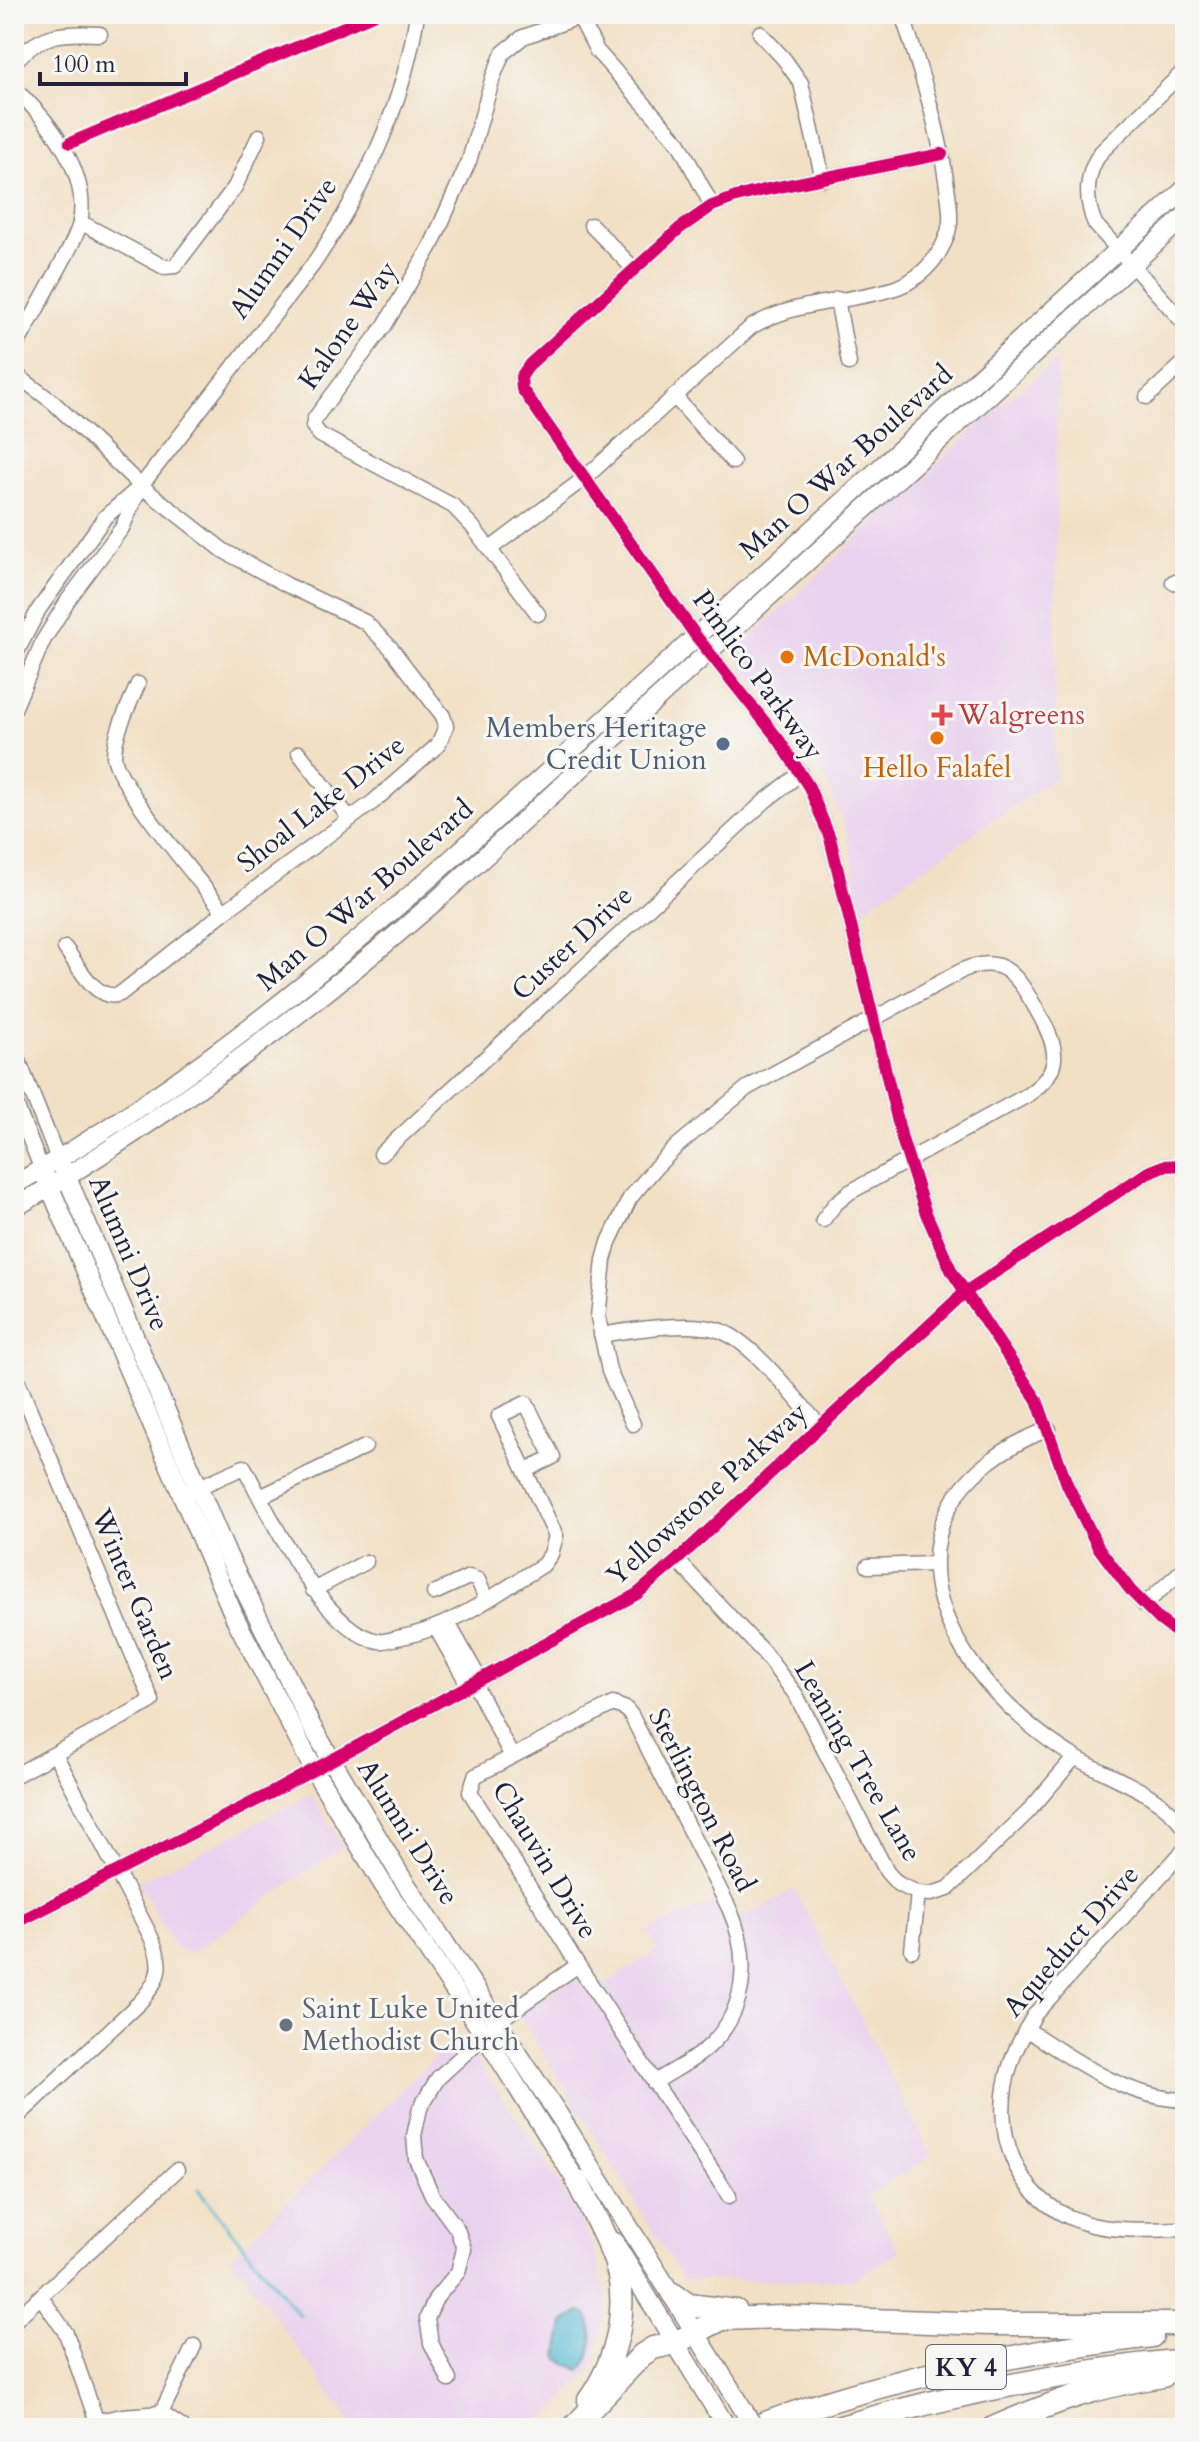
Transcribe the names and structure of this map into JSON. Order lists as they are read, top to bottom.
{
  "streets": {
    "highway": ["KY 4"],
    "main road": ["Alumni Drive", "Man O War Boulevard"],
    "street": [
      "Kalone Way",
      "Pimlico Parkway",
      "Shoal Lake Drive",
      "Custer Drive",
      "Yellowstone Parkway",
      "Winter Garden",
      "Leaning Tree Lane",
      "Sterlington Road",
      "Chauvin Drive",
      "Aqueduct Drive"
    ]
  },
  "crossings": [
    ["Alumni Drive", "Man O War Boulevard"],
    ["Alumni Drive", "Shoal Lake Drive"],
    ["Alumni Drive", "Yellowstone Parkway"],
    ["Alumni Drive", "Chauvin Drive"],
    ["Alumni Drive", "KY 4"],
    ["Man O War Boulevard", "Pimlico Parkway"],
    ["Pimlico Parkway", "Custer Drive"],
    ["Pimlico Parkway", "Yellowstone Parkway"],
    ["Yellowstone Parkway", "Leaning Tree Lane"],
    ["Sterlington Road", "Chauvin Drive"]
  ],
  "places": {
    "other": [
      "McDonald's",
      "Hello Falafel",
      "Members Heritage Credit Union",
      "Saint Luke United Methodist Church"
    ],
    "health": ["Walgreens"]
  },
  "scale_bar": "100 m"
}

• [REQUIRED WORK]:
Your reply must contain each entry exactly as written and no pictures.

• [FINAL ANSWER]:
Transcribe the names and structure of this map into JSON. Order lists as they are read, top to bottom.
{
  "streets": {
    "highway": ["KY 4"],
    "main road": ["Alumni Drive", "Man O War Boulevard"],
    "street": [
      "Kalone Way",
      "Pimlico Parkway",
      "Shoal Lake Drive",
      "Custer Drive",
      "Yellowstone Parkway",
      "Winter Garden",
      "Leaning Tree Lane",
      "Sterlington Road",
      "Chauvin Drive",
      "Aqueduct Drive"
    ]
  },
  "crossings": [
    ["Alumni Drive", "Man O War Boulevard"],
    ["Alumni Drive", "Shoal Lake Drive"],
    ["Alumni Drive", "Yellowstone Parkway"],
    ["Alumni Drive", "Chauvin Drive"],
    ["Alumni Drive", "KY 4"],
    ["Man O War Boulevard", "Pimlico Parkway"],
    ["Pimlico Parkway", "Custer Drive"],
    ["Pimlico Parkway", "Yellowstone Parkway"],
    ["Yellowstone Parkway", "Leaning Tree Lane"],
    ["Sterlington Road", "Chauvin Drive"]
  ],
  "places": {
    "other": [
      "McDonald's",
      "Hello Falafel",
      "Members Heritage Credit Union",
      "Saint Luke United Methodist Church"
    ],
    "health": ["Walgreens"]
  },
  "scale_bar": "100 m"
}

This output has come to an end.